Or. Admin. R. 150-314-0367 - Taxable in Another State; When a Taxpayer is "Subject To" Tax Under ORS 314.620(1)
(1) A taxpayer is "subject to" one of the taxes specified in ORS 314.620(1) only if it carries on business activity in such state and such state imposes such a tax thereon. Any taxpayer which asserts that it is subject to one of the taxes specified in ORS 314.620(1) in another state shall furnish to the Department upon its request evidence to support such assertion. The Department may request that such evidence include proof that the taxpayer has filed the requisite tax return in such other state and has paid any taxes imposed under the law of such other state; the taxpayer's failure to produce such proof may be taken into account in determining whether the taxpayer in fact is subject to one of the taxes specified in ORS 314.620(1) in such other state. If the taxpayer voluntarily files and pays one or more of such taxes when not required to do so by the laws of that state or pays a minimal fee for qualification, organization or for the privilege of doing business in that state, but (a) does not actually engage in business activity in that state, or (b) does actually engage in some business activity, not sufficient for nexus, and the minimum tax bears no relation to the taxpayer's business activity within such state, the taxpayer is not "subject to" one of the taxes specified within the meaning of ORS 314.620(1).

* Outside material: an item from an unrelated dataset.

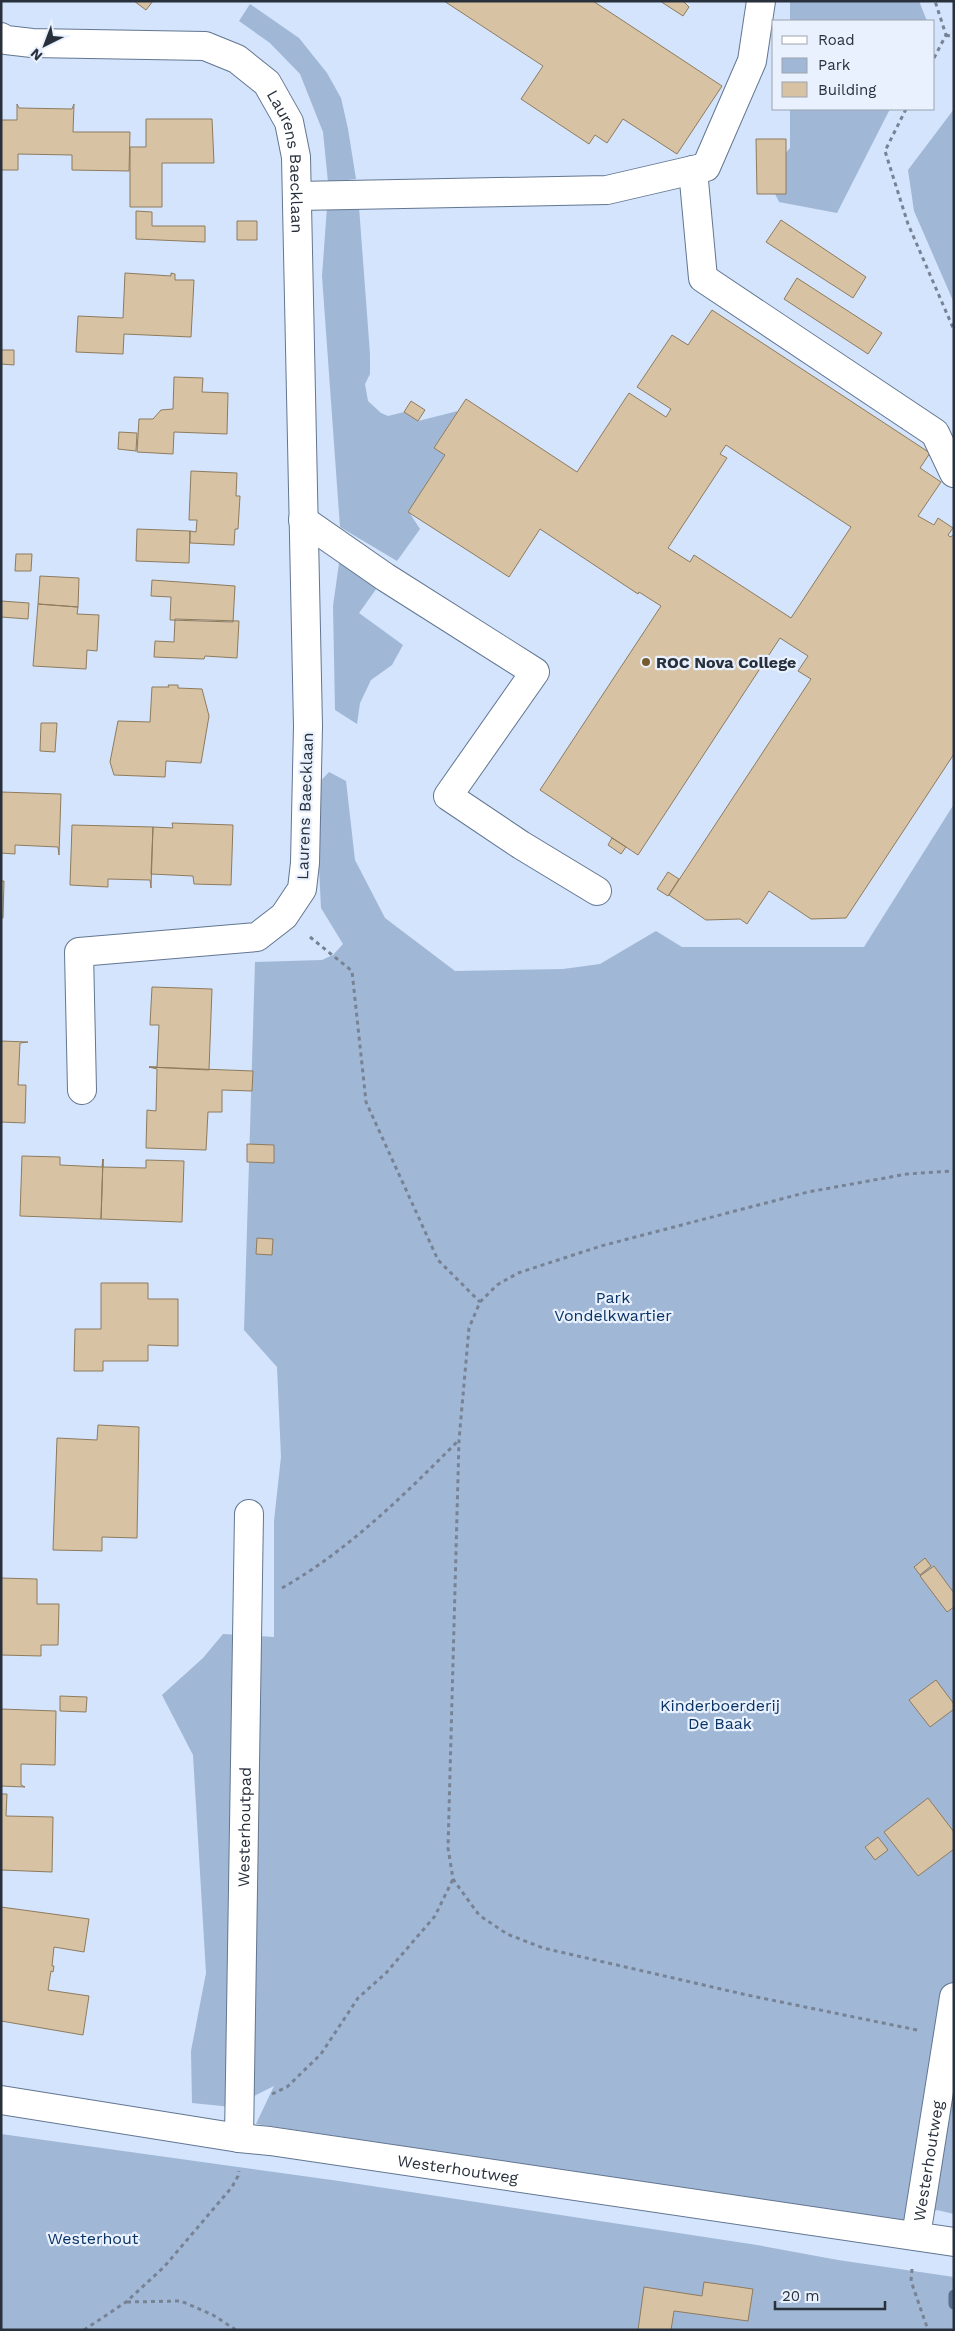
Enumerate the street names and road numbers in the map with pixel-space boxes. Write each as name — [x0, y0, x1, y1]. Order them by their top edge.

Example: State A has a corporation franchise tax measured by net income, for the privilege of doing business in that state. Corporation X files a return and pays the $50 minimum tax, although it carries on no activity in State A. Corporation X is not "taxable" in State A.
(2) The concept of taxability in another state is based upon the promise that every state in which the taxpayer is engaged in business activity may impose an income tax even though every state does not do so. In states which do not, other types of taxes may be imposed as a substitute for an income tax. Therefore, only those taxes enumerated in ORS 314.620(1) which may be considered as basically revenue raising rather than regulatory measures shall be considered in determining whether the taxpayer is "subject to" one of the taxes specified in ORS 314.620(1) in another state.
Example (i): State A requires all nonresident corporations which qualify or register in State A to pay to the Secretary of State an annual license fee or tax for the privilege of doing business in the state regardless of whether the privilege is in fact exercised. The amount paid is determined according to the total authorized capital stock of the corporation; the rates are progressively higher by bracketed amounts. The statute sets a minimum fee of $50 and a maximum fee of $500. Failure to pay the tax bars a corporation from utilizing the state courts for enforcement of its rights. State A also imposes a corporation income tax. Nonresident Corporation X is qualified in State A and pays the required fee to the Secretary of State but does not carry on any business activity in State A (although it may utilize the courts of State A). Corporation X is not "taxable" in State A.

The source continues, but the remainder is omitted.